# Movie review sentiment analysis

*From [Nifty Assignments](http://nifty.stanford.edu/2016/manley-urness-movie-review-sentiment/)*

**About**

This assignment uses movie reviews from the Rotten Tomatoes database to do some simple sentiment analysis. Students will write programs that use the review text and a manually labeled review score to automatically learn how negative or positive the connotations of a particular word are. This can then be used to predict the sentiment of new text with reasonably good results. For example, student programs will be able to read text like this:

*The film was a breath of fresh air.*

and predict that it is a positive review while predicting negative sentiment for text like this:

*It made me want to poke out my eyeballs.*

The data (with some pre-processing from us) is from a [Sentiment Analysis project at Stanford](https://nlp.stanford.edu/sentiment/) (which used a much more sophisticated algorithm) and has been used for a [Kaggle machine learning competition](https://www.kaggle.com/c/sentiment-analysis-on-movie-reviews).

We have provided two examples of projects based on this idea that we have used in a CS 1 course and a CS 2 course, though there are many extensions that could be made for these or other higher-level courses.

**Materials**
- [Movie review data file](http://nifty.stanford.edu/2016/manley-urness-movie-review-sentiment/movieReviews.txt). We removed all of the partial reviews from the Kaggle data and reformatted it to make it a little easier for students to read into their programs.
- [CS 1 Assignment Handout](http://nifty.stanford.edu/2016/manley-urness-movie-review-sentiment/CS1Project.doc). In this assignment, students use the data to determine the sentiment of individual words and practice common early CS 1 concepts like control structures, file I/O, accumulators/counters, min/max algorithm, and methods.
- [CS 1 Starter Code](http://nifty.stanford.edu/2016/manley-urness-movie-review-sentiment/CS1SentimentStarterCode.zip). This code shows how to read the different fields of the movie review data and search for words within reviews. This is short and can be developed live with students or given ahead of time.
- [CS 2 Assignment Handout](http://nifty.stanford.edu/2016/manley-urness-movie-review-sentiment/CS2Project.doc). In this assignment, students predict the sentiment of larger pieces of text. The assignment requires appropriate data structures (e.g. hash tables, custom classes) to increase the search speed and reduce the need for excessive file access.
- [CS 2 Starter Code](http://nifty.stanford.edu/2016/manley-urness-movie-review-sentiment/CS2SentimentStarterCode.zip).
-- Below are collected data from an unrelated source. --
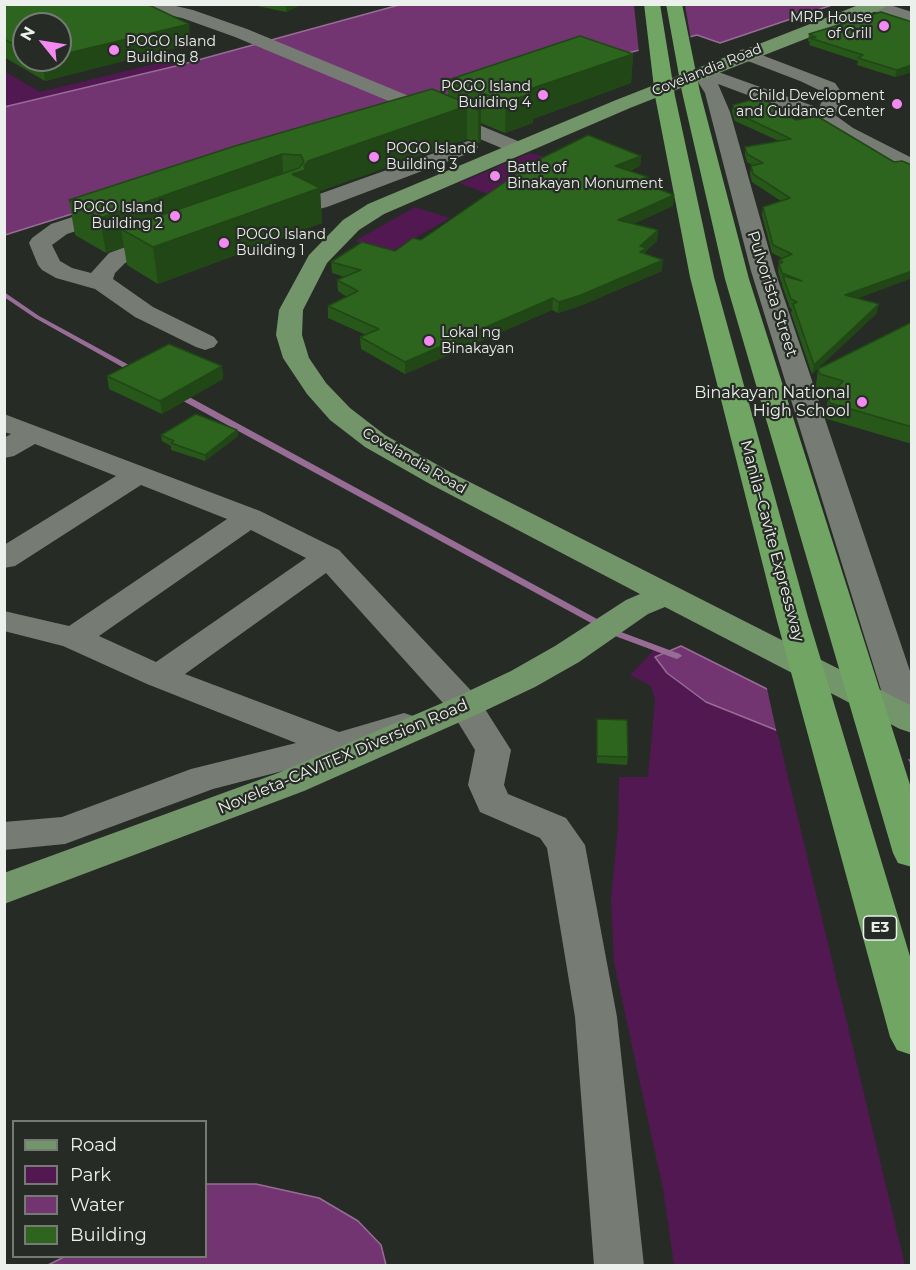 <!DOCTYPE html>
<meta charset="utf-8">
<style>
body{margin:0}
#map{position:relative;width:916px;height:1270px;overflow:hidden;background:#262b25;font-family:Montserrat,sans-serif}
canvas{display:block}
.frame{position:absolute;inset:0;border:6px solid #ecf0ec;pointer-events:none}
.legend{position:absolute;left:12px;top:1120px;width:195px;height:138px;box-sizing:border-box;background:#262b25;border:2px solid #757a75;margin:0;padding:8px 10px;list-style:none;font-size:18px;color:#ecf0ec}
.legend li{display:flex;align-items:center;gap:12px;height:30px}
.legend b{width:30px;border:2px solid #757a75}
.north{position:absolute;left:12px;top:12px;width:60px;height:60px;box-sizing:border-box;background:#262b25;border:2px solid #757a75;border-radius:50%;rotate:300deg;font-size:16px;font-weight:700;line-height:24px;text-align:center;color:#ecf0ec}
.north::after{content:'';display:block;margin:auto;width:21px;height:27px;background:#f38af1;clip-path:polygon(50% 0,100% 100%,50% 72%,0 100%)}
</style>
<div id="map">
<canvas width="916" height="1270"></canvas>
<div class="frame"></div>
<ul class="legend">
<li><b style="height:8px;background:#73956a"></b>Road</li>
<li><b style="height:16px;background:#521852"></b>Park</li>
<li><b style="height:16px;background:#723571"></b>Water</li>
<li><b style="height:16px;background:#2e651e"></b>Building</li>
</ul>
<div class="north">N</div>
</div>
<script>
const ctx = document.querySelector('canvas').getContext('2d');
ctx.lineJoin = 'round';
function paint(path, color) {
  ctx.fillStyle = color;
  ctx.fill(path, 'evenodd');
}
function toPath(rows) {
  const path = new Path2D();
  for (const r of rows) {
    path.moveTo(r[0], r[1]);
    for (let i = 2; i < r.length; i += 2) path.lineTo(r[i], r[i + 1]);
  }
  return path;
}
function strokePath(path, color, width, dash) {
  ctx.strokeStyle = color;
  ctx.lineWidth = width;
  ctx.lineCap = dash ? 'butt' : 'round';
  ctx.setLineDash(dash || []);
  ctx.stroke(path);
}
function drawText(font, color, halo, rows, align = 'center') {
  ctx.font = font + ' Montserrat,sans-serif';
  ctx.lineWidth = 4.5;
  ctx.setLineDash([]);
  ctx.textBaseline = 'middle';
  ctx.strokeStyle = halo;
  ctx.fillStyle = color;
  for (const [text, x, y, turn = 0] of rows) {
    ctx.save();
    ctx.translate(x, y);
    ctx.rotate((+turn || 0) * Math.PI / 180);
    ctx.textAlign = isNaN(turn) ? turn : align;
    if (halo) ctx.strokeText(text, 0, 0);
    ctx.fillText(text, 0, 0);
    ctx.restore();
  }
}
paint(toPath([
 [167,61,176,66,5,107,4,71,40,92],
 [530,153,545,157,488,194,459,183],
 [415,207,450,218,391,252,355,241],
 [655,649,773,714,905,1265,674,1265,663,1189,614,963,611,900,618,825,619,777,648,777,655,700,651,686,630,675]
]), '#521852');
const water = toPath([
 [399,5,832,5,720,43,697,35,628,53,485,84,5,235,4,107,176,66,399,5],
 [681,646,911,761,911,784,706,702,667,673,655,657,681,646],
 [206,1184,256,1184,319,1198,358,1221,381,1245,386,1265,48,1265,64,1257,206,1256,206,1184]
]);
paint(water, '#723571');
strokePath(water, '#976d96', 1.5);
paint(toPath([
 [634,5,685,5,691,40,639,53],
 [766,684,907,755,911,768,912,787,777,734]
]), '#262b25');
paint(toPath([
 [4,292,39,316,140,371,136,373,133,373,35,318,4,297,4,292],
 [174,392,180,392,621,632,680,654,682,656,677,659,674,658,615,636,174,396,174,392]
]), '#976d96');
paint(toPath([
 [135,4,167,4,193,10,247,29,525,144,528,148,525,152,511,152,235,37,182,18,137,8,135,4],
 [867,4,887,4,912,12,912,22,868,10,867,4],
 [746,49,835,83,844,96,835,115,853,128,912,158,912,172,839,136,817,121,718,84,730,112,775,271,912,677,912,730,908,731,896,727,890,719,751,271,705,93,698,82,699,78,694,73,696,69,703,67,710,69,819,108,824,96,821,91,800,81,740,58,737,54,740,50,746,49],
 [468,141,475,143,478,147,475,151,327,207,319,209,311,207,308,202,311,197,468,141],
 [116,203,124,205,127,210,124,215,67,234,52,245,60,261,72,268,91,273,109,253,158,235,166,233,174,235,177,240,174,245,125,263,115,273,113,279,153,307,214,337,218,342,214,347,205,350,196,347,135,317,95,289,56,278,42,270,38,265,29,243,32,238,51,224,116,203],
 [4,414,260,511,339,550,478,698,511,750,504,785,508,794,566,818,585,845,617,1017,644,1266,594,1266,575,1017,547,848,540,838,480,812,468,785,475,750,453,714,326,573,185,674,339,732,404,713,416,717,422,725,416,733,337,757,213,789,65,844,4,850,4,822,62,817,191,769,296,743,147,684,63,646,4,631,4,611,69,626,227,519,141,485,15,566,4,568,4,545,116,476,35,444,14,456,4,458,4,438,11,434,4,432,4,414],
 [251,530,306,558,156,662,99,636,251,530]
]), '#767c74');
paint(toPath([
 [861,4,886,4,884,8,630,108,384,214,359,230,327,263,303,310,302,335,309,358,326,383,350,408,385,435,450,472,912,706,912,733,900,729,665,607,648,614,579,662,535,687,478,714,304,791,4,904,4,873,278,773,454,698,511,671,555,646,626,600,640,594,430,484,365,447,330,420,307,394,283,358,276,335,279,310,309,255,343,220,368,204,616,100,861,4]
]), '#73956a');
paint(toPath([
 [644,4,660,4,675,96,714,277,808,617,912,963,912,1055,897,1050,890,1037,776,617,690,277,655,96,644,4],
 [666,4,682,4,700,92,749,279,912,791,912,867,898,863,893,853,725,279,682,92,666,4]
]), '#71a564');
paint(toPath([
 [4,4,191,44,45,81,4,57],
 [24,24,60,60,24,60],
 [248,4,302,4,286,12],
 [912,22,912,72,895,77,857,65,858,61,809,45,810,42,808,41,809,34],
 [633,54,631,83,533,119,533,123,505,133,481,123,481,142,478,143,467,139,320,191,322,223,158,284,127,265,124,247,106,253,75,235,69,200,448,96,448,80],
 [733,105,796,120,894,162,912,165,912,278,858,298,877,313,812,374,791,313,792,309,790,308,782,285,782,282,781,282,778,272,779,260,782,258,772,253,762,215,763,207,781,201,752,182,750,174,751,166,752,165,747,162,745,155,745,147,779,141,735,121,732,112],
 [641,156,640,166,630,171,652,184,651,187,674,195,673,206,633,224,658,230,657,241,646,251,646,254,662,271,580,306,558,313,552,310,405,374,361,349,360,337,366,335,328,318,328,306,347,297,338,291,337,280,345,277,332,273,331,262,395,251,421,240],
 [912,322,912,444,827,419,826,414,828,398,832,394,817,390,816,385,818,369],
 [222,366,223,379,162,414,109,389,107,376],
 [237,430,238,436,205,461,171,450,171,446,162,441,161,435],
 [597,719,628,757,627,765,597,763]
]), '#28571a');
paint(toPath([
 [286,4,302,4,286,12],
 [189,24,191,44,45,81,42,60,60,60,60,55],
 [633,54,631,83,533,119,533,123,505,133,506,102,527,90],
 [912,65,912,72,895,77,897,70],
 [467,106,467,139,320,191,322,223,158,284,153,247,292,174,304,166,308,161],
 [481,109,481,142,478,143,478,110],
 [282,154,284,188,121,229,124,247,106,253,100,218],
 [641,156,640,166,615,176,615,166],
 [648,177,648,187,641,180],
 [674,195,673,206,617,231,618,220],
 [658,230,657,241,646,251,645,259,640,263,640,246],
 [663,260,662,271,580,306,558,313,559,302],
 [912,271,912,278,844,303,845,295],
 [553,298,552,310,405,374,405,362],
 [879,304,877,313,812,374,814,365],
 [222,366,223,379,162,414,160,401],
 [237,430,238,436,205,461,205,455]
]), '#204715');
const building = toPath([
 [4,4,147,4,189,24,60,55,60,24,24,24,24,50,4,39,4,4],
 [881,12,912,22,912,65,897,70,858,58,863,55,810,38,816,37,809,34,881,12],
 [580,36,633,54,527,90,533,93,506,102,448,80,580,36],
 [432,89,481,109,478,110,467,106,308,161,304,166,305,170,292,174,320,188,153,247,121,229,299,168,304,162,301,155,282,154,100,218,69,200,235,146,432,89],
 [761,97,796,120,817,116,894,162,902,161,912,165,912,271,845,295,879,304,814,365,793,304,797,302,791,299,783,276,802,281,782,273,779,264,783,262,779,260,792,254,773,245,763,207,790,198,753,174,751,166,763,163,747,154,745,147,791,139,736,113,733,105,761,97],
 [588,135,641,156,615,166,648,177,641,180,652,184,648,185,674,195,618,220,658,230,640,246,646,248,640,252,663,260,581,295,559,302,553,298,405,362,360,337,379,329,328,306,358,291,337,280,361,270,331,262,362,242,395,251,413,238,421,240,534,162,588,135],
 [912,322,912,427,830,403,828,398,843,381,820,374,818,369,912,322],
 [169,344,222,366,160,401,107,376,169,344],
 [196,414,237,430,205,455,171,443,174,441,161,435,196,414],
 [597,719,627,720,628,757,597,756,597,719]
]);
paint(building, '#2e651e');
strokePath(building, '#204715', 1.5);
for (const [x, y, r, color] of [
 [884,26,6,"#f38af1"],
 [114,50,6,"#f38af1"],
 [543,95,6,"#f38af1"],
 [897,104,6,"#f38af1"],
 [374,157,6,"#f38af1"],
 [495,176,6,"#f38af1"],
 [175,216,6,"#f38af1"],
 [224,243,6,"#f38af1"],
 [429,341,6,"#f38af1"],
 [862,402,6,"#f38af1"]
]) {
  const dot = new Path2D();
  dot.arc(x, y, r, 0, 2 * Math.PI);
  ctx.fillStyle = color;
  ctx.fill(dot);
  strokePath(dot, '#262b25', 2);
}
drawText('14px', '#ecf0ec', '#262b25', [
 ["MRP House",872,18,"right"],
 ["of Grill",872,34,"right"],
 ["POGO Island",126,42],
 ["Building 8",126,58],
 ["POGO Island",531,87,"right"],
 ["Building 4",531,103,"right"],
 ["Child Development",885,96,"right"],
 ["and Guidance Center",885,112,"right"],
 ["POGO Island",386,149],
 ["Building 3",386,165],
 ["Battle of",507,168],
 ["Binakayan Monument",507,184],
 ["POGO Island",163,208,"right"],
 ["Building 2",163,224,"right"],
 ["POGO Island",236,235],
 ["Building 1",236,251],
 ["Lokal ng",441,333],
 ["Binakayan",441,349]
], 'left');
drawText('14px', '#ecf0ec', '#262b25', [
 ["Covelandia Road",707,70,-22],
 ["Covelandia Road",414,461,30]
]);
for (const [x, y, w] of [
 [880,928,33]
]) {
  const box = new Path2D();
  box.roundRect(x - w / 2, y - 12, w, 24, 4.5);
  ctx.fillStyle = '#262b25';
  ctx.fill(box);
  strokePath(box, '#ecf0ec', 1.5);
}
drawText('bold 15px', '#ecf0ec', null, [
 ["E3",880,928]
]);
drawText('16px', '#ecf0ec', '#262b25', [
 ["Pulvorista Street",772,294,72],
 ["Manila–Cavite Expressway",772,541,75],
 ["Noveleta-CAVITEX Diversion Road",343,757,-23]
]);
drawText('16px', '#ecf0ec', '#262b25', [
 ["Binakayan National",850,393],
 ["High School",850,411]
], 'right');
</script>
This code shows how to read the movie review data. It also provides the .h files for the custom class and hash table functions that need to be implemented.

## Movie Review Sentiment Analysis (CS1)

Sentiment Analysis is a Big Data problem which seeks to determine the general attitude of a writer given some text they have written. For instance, we would like to have a program that could look at the text “The film was a breath of fresh air” and realize that it was a positive statement while “It made me want to poke out my eye balls” is negative. 
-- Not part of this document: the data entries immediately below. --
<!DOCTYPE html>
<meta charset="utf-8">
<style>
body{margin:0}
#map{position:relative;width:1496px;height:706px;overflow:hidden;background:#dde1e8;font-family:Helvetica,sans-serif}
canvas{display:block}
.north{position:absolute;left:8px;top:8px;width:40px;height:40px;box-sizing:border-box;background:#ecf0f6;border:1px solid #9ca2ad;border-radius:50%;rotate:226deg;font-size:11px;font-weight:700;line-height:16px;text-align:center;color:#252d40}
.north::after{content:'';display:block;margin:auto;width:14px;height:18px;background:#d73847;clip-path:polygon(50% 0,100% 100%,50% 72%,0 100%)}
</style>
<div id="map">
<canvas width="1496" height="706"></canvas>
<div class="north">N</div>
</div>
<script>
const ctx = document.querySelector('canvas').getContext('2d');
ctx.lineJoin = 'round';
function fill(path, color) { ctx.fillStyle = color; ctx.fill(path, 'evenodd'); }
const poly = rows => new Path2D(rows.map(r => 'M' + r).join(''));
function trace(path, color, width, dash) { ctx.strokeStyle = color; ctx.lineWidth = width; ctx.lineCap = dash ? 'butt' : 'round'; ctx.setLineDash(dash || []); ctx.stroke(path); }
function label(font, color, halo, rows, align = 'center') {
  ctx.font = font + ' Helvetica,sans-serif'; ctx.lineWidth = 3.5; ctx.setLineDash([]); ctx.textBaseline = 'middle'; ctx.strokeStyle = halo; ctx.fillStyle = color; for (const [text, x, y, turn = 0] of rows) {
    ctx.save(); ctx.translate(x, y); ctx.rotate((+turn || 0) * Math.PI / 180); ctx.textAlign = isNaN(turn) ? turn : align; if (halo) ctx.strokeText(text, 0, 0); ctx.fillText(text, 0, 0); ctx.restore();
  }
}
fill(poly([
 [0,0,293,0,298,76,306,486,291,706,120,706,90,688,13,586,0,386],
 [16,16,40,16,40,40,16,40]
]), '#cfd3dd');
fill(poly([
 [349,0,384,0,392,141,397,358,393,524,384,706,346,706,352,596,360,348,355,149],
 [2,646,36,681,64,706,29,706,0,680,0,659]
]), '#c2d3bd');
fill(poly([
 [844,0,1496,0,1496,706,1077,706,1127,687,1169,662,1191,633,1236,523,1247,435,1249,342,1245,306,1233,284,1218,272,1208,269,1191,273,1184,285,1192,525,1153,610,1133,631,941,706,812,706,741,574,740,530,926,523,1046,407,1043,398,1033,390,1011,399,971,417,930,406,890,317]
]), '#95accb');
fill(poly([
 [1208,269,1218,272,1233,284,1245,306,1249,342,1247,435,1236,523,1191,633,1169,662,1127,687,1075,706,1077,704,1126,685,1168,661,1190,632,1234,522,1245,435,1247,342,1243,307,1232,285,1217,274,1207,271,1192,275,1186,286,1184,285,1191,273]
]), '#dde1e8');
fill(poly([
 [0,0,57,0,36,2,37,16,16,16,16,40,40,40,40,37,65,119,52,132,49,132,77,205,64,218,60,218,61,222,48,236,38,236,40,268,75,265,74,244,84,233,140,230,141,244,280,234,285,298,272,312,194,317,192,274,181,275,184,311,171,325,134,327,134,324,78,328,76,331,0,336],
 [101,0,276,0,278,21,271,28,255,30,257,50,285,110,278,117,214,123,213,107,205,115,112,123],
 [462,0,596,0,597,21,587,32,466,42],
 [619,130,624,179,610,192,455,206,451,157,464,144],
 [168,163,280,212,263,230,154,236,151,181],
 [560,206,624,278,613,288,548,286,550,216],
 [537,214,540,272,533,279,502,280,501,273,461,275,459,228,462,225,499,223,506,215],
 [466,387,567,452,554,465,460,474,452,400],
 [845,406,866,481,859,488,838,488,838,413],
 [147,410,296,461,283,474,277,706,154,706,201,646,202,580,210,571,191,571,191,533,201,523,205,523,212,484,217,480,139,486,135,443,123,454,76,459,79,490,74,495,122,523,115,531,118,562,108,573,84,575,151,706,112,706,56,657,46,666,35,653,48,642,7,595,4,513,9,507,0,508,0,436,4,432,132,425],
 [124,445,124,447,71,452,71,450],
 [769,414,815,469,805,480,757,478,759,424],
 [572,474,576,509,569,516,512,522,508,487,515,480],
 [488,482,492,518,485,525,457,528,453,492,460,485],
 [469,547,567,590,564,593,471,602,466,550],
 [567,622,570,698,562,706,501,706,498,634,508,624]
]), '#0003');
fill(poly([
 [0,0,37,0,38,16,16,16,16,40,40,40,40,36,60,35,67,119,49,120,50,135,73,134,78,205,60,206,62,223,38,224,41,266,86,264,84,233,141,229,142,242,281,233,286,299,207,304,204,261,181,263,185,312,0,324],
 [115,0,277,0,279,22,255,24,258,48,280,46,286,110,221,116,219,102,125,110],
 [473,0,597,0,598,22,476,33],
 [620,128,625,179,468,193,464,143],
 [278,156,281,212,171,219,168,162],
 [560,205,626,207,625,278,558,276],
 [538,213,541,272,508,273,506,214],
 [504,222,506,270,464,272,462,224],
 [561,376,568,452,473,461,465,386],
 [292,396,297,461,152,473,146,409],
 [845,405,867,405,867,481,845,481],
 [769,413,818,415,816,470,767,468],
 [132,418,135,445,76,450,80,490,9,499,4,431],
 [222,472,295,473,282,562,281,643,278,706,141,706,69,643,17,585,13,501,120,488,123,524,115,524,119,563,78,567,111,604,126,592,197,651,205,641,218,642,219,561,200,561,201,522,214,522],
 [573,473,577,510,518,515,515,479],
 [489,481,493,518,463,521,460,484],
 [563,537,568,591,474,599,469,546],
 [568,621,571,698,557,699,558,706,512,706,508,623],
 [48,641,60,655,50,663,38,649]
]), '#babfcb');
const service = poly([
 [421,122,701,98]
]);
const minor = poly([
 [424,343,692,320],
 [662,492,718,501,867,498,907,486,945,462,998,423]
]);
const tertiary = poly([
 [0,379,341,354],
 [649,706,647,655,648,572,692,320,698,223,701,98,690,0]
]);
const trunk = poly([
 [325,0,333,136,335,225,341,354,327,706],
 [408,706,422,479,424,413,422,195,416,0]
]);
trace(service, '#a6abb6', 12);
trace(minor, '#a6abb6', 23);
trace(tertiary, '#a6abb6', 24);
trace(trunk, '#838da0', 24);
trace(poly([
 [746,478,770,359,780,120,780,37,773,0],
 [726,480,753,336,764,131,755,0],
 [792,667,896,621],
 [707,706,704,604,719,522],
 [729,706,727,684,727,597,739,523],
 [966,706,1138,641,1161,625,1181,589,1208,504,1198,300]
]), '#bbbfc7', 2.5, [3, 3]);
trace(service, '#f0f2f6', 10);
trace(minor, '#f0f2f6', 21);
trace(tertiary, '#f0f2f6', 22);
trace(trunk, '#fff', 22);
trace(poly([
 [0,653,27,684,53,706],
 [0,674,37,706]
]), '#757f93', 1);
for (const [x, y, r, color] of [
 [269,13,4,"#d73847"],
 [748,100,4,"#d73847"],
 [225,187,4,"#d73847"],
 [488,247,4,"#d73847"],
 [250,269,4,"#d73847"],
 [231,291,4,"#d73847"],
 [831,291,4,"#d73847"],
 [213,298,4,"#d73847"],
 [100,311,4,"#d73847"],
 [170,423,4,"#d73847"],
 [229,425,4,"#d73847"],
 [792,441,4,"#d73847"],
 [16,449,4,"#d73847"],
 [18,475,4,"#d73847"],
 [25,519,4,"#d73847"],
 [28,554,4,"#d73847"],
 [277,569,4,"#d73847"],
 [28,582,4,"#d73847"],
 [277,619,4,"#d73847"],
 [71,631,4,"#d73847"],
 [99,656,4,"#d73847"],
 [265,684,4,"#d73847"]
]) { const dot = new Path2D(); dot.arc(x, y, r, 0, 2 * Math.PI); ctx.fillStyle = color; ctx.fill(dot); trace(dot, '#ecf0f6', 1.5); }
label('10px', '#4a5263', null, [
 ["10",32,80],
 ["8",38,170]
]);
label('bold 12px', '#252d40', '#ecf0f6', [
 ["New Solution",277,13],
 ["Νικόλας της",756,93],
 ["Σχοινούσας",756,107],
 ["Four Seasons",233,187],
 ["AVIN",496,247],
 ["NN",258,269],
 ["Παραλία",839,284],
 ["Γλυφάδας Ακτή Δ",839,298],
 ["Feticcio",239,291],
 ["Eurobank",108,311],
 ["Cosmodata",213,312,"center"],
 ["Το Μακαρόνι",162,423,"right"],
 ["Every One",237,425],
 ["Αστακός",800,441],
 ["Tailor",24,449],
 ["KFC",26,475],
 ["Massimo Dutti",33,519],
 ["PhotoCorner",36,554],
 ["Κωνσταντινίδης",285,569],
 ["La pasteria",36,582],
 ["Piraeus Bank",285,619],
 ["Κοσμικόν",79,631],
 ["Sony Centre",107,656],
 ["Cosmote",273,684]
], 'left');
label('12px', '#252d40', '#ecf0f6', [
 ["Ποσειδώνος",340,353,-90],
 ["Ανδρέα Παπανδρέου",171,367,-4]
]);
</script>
One algorithm that we can use for this is to assign a numeric value to any given word based on how positive or negative that word is and then score the statement based on the values of the words. But, how do we come up with our word scores in the first place?

That’s the problem that we’ll solve in this assignment. You are going to search through a file containing movie reviews from the Rotten Tomatoes website which have both a numeric score as well as text. You’ll use this to learn which words are positive and which are negative. 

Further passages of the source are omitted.